## DESCRIPTION OF THE TASK
Look through the listing for the string "lines" and copy out every line that holds it.

....

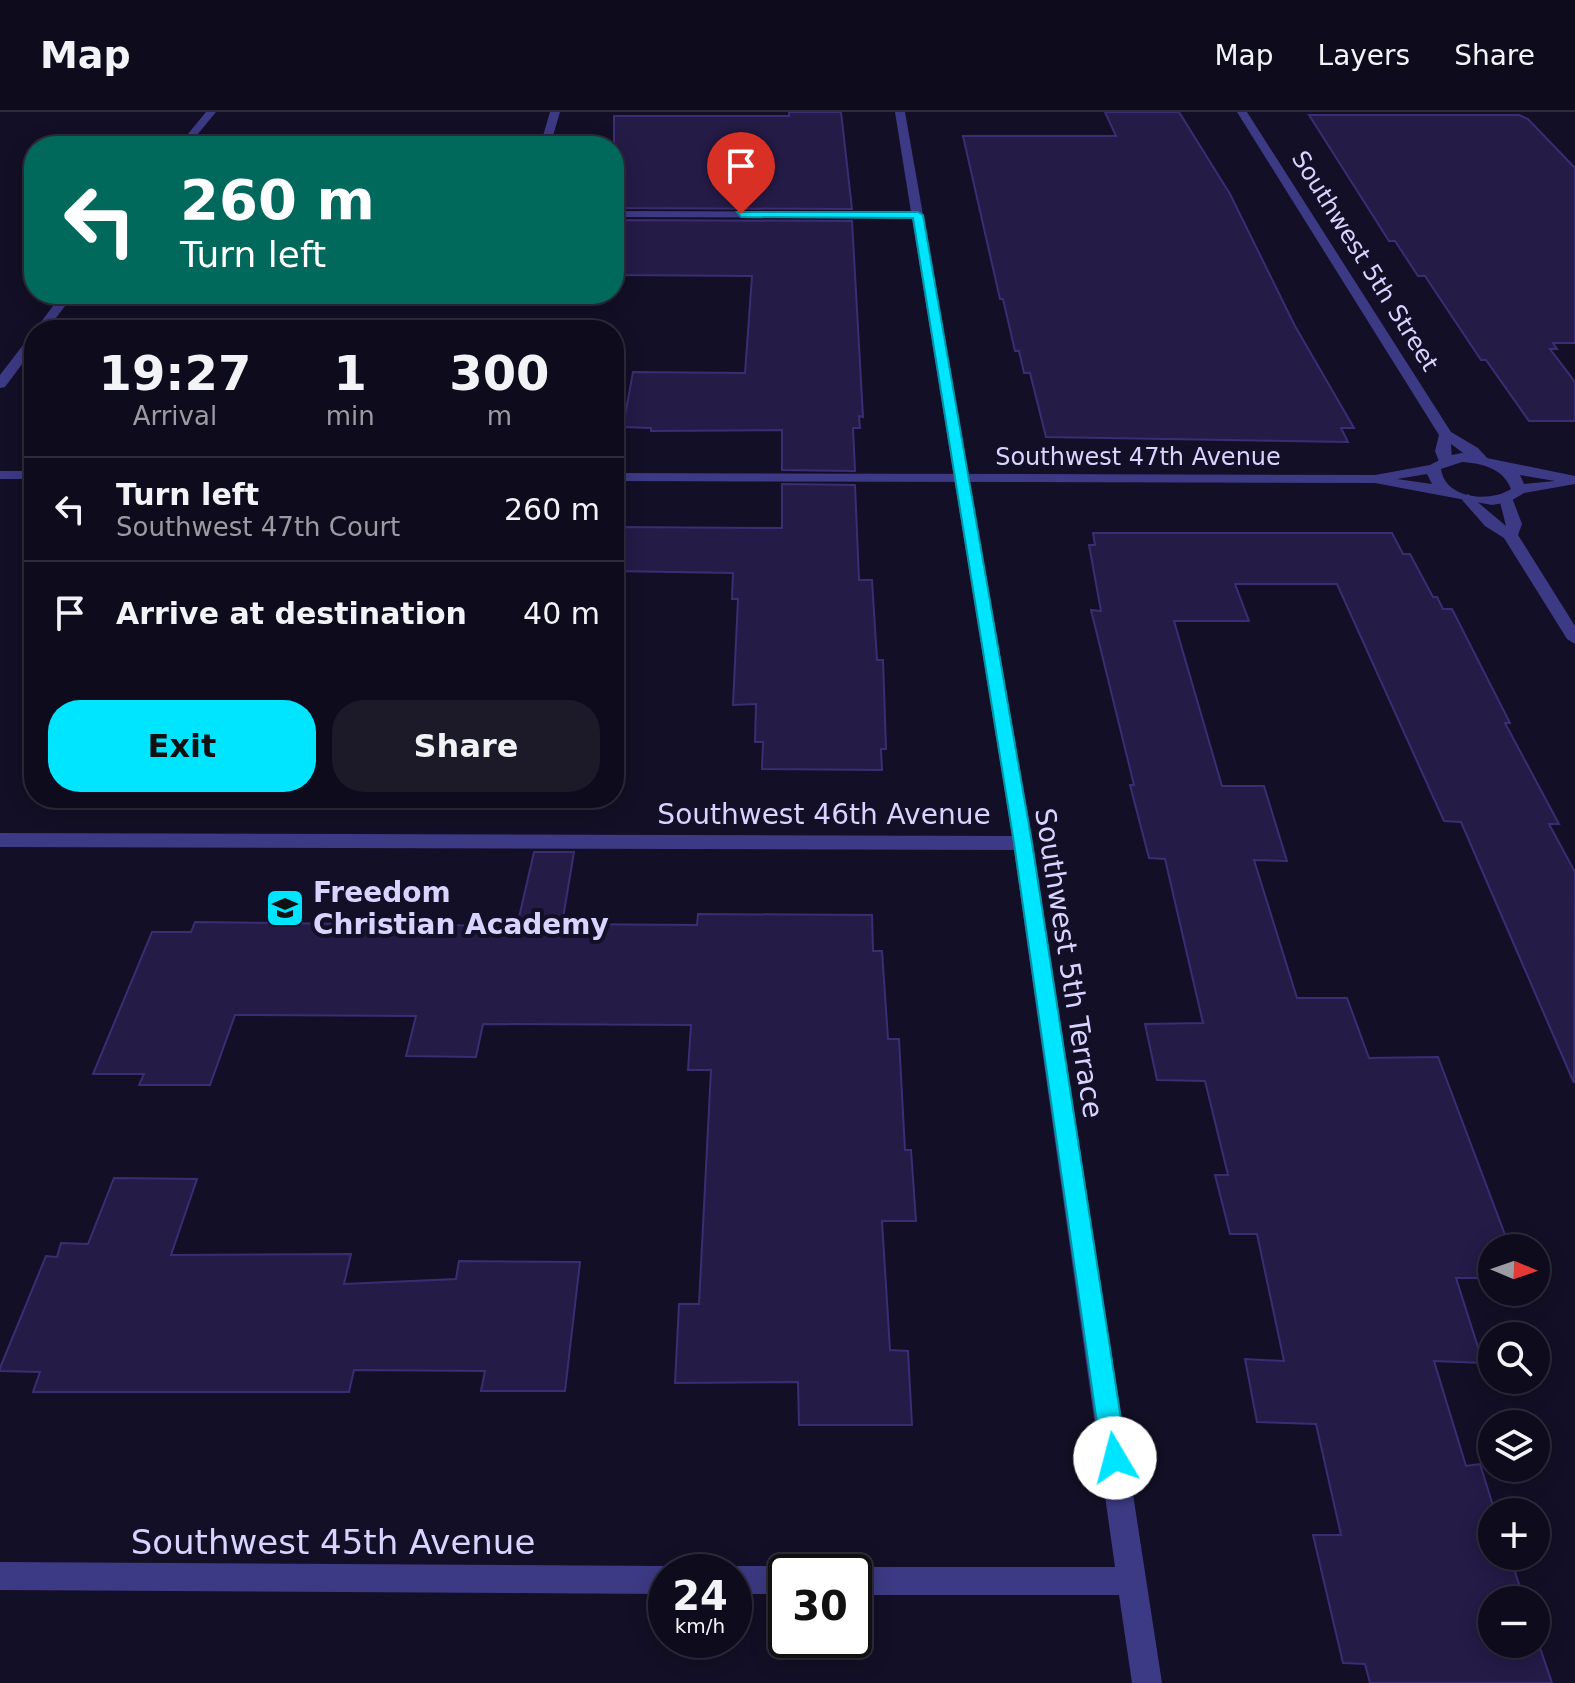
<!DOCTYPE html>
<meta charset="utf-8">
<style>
:root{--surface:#0e0b1c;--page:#1c1929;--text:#f1f3f6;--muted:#9b9ba3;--line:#2e2b3b;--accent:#00e5ff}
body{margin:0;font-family:"DejaVu Sans",sans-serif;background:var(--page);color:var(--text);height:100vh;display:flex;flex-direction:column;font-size:30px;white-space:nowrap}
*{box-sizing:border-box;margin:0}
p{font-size:26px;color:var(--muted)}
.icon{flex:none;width:44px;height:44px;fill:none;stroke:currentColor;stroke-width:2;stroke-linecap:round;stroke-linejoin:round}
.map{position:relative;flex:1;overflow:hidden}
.panel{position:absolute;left:24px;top:208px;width:600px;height:488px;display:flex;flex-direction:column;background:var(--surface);border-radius:32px;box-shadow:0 4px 20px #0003,0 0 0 2px var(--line)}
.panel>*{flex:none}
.guide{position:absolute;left:24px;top:24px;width:600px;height:168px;border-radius:32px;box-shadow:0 4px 20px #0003,0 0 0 2px var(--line);background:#00695c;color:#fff;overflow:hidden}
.needle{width:52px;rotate:92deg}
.buttons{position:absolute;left:1478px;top:1122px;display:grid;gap:16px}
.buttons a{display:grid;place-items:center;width:72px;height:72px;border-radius:50%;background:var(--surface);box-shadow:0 4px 20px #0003,0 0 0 2px var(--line);font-size:40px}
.speed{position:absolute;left:648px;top:1442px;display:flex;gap:16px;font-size:40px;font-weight:700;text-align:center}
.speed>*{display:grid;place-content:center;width:104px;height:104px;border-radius:50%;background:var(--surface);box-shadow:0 4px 20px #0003,0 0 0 2px var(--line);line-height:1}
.speed small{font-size:20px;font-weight:400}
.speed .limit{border:4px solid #111;border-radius:12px;background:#fff;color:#111}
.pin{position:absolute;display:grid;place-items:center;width:68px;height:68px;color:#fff;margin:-82px -34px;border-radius:50% 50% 50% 0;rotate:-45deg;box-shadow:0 0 8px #0007}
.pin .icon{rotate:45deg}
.me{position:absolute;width:88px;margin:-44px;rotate:352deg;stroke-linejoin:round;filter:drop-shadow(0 0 6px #0008)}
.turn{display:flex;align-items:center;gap:28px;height:168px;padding:0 24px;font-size:36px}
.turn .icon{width:104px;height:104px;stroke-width:2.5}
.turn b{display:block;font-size:56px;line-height:68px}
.eta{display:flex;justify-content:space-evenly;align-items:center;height:136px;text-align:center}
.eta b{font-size:48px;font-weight:600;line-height:56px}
.primary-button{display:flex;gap:16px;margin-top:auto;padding:16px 24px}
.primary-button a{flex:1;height:92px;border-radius:32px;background:var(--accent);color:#111;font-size:32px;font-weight:600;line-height:92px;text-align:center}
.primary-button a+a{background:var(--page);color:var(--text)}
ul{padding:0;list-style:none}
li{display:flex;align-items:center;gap:24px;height:104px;padding:0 24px;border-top:2px solid var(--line)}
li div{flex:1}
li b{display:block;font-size:30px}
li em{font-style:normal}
header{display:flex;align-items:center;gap:48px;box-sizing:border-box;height:112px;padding:0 40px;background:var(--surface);border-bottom:2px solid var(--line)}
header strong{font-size:38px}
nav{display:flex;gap:44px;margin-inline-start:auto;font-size:28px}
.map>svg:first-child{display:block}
.building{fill:#241b47;stroke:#3b2d73;stroke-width:2}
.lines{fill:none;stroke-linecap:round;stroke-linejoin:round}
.minor{fill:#3d3a85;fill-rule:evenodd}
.tertiary{fill:#3d3a85;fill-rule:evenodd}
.route{fill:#00e5ff;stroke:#0095a6;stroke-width:2}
.labels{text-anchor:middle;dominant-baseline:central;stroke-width:8;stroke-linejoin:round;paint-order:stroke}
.far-street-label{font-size:24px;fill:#d9d4ff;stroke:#130f26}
.street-label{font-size:28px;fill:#d9d4ff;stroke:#130f26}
.poi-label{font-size:28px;font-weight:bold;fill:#d9d4ff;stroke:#130f26;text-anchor:start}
.near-street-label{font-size:34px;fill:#d9d4ff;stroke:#130f26}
</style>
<header>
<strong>Map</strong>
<nav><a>Map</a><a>Layers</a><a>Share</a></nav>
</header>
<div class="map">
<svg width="1575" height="1571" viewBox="0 0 1575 1571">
<rect width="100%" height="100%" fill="#130f26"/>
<path class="building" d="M789 0H841L852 97 614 96V4H789Z
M1105 0H1179L1230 82 1295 214 1354 316H1341L1348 330 1046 325 1030 261H1024L1019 239H1015L1003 187H1000L963 24H1116Z
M1309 3H1519L1528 7 1575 56V231H1553L1557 237H1550L1575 270V309H1529L1486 248H1481L1425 164H1418L1395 129H1389Z
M614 108 852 109 863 305 859 304 860 316H853L855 359 782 358V318L651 319V316L623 315 633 260 745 261 752 164 614 163Z
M782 372 855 373 859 468H872L877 548H883L886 637H881L882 658 762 657 763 630H755L756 592 733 593 738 487H732L733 461 614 459V415L782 416Z
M1093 421H1392L1403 442H1410L1433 485H1437L1443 497H1452L1510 611H1505L1559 712H1549L1575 760 1574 971 1461 710 1444 709 1337 472H1235L1249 509H1174L1222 674H1264L1287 749 1254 748 1297 886H1347L1369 946 1438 945 1510 1136H1492V1166H1456L1483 1251 1434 1249 1466 1354 1480 1352 1495 1400H1492V1444H1510L1524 1488H1492V1532H1536V1524L1552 1571H1370L1365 1552 1343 1551 1313 1423H1341L1316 1312 1257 1310 1245 1247 1284 1249 1257 1122H1230L1215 1063H1228L1205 969 1157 968 1145 912 1203 911 1165 747 1149 746 1130 673H1134L1091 498 1101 499 1089 433H1095Z
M534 740H574L562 812 697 813 698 802 872 803 873 839H882L888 927H899L905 1038H911L916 1109H882L890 1238 908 1239 912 1313H799L798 1270 675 1271 679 1192H699L711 958H688L691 913 483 912 476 945 406 944 416 904 235 903 210 973H139L144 962H93L152 820H191L195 810 517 814Z
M114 1066 197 1067 171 1143 351 1142 344 1172 456 1167 459 1149 580 1150 565 1279H481L485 1259 354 1258 349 1280H33L40 1260 0 1259V1256L46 1144 57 1145 61 1131 88 1132Z"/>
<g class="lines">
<path class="minor" d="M206 0H216L188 34H178Z
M550 0H560L550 34H540Z
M895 0H905L1033 731 1162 1571H1132L1119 1483H854V1460H843L854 1455H1115L1014 738 0 735V721L1012 724 912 106 614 105V99L911 100Z
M1237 0H1247L1451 320 1478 336 1490 349 1488 352H1478L1451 332 1452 349 1440 352 1435 339 1439 323Z
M62 182H74L47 218H35Z
M34 223V236L5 275 0 276V263L30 224Z
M1468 382 1506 414 1499 386 1506 382 1511 383 1522 412 1518 423 1575 514V532L1567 527 1504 426 1485 414 1463 389 1461 386Z
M0 1450 666 1454 677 1460H666V1482L0 1478Z
M734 1454H786L797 1460H786V1482H734V1460H723Z"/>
<path class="tertiary" d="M1462 341 1575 364V372L1524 381 1509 390 1492 393 1375 371 614 369V361L1375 363 1430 353 1447 344ZM1462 350C1482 351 1504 357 1511 377 1490 391 1445 387 1441 357ZM1427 362 1432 372 1397 367ZM1520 363 1555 369 1524 372Z
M0 359H34V367H0Z"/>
</g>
<path class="route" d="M737 100H918L923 103 1032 731 1127 1346 1124 1355 1115 1358 1106 1355 1102 1346 1014 731 913 106 741 105Z"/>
<defs>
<g id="school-square" transform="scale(2)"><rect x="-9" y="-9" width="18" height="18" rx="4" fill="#00e5ff" stroke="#130f26"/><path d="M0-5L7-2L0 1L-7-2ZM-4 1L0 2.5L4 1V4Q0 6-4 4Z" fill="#111"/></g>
</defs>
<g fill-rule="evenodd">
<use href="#school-square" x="285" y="796"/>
</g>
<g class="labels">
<g class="far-street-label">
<text transform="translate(1365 149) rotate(58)">Southwest 5th Street</text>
<text x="1138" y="345">Southwest 47th Avenue</text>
</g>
<g class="street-label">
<text x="824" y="702">Southwest 46th Avenue</text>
<text transform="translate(1069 851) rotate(81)">Southwest 5th Terrace</text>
</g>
<g class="poi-label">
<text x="313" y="780">Freedom<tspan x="313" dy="32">Christian Academy</tspan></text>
</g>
<g class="near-street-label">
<text x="333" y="1430">Southwest 45th Avenue</text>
</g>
</g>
</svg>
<div class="buttons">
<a><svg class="needle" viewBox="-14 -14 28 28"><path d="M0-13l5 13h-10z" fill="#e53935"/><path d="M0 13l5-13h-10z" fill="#9b9ba3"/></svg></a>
<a><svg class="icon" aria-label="search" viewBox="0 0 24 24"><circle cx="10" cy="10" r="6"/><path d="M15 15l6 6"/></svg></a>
<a><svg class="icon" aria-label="layers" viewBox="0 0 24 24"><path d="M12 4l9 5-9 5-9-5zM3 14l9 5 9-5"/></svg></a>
<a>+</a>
<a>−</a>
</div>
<div class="speed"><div>24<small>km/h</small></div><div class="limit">30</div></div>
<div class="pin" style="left:741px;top:102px;background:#d93025"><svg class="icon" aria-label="arrive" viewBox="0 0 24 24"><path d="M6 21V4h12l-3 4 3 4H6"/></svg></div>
<svg class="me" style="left:1115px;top:1346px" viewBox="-20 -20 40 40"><circle r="19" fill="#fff"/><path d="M0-13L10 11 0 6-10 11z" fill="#00e5ff"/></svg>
<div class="guide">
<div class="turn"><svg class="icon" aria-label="left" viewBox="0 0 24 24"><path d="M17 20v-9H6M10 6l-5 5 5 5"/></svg><div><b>260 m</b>Turn left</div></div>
</div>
<section class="panel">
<div class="eta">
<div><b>19:27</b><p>Arrival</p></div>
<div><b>1</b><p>min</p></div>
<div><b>300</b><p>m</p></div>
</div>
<ul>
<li><svg class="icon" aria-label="left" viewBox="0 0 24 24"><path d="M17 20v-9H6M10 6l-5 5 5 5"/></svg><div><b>Turn left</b><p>Southwest 47th Court</p></div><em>260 m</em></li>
<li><svg class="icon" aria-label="arrive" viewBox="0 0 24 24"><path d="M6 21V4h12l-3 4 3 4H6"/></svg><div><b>Arrive at destination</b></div><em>40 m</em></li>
</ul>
<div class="primary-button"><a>Exit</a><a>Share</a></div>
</section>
</div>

....

## THE COMPLETED TASK
.lines{fill:none;stroke-linecap:round;stroke-linejoin:round}
<g class="lines">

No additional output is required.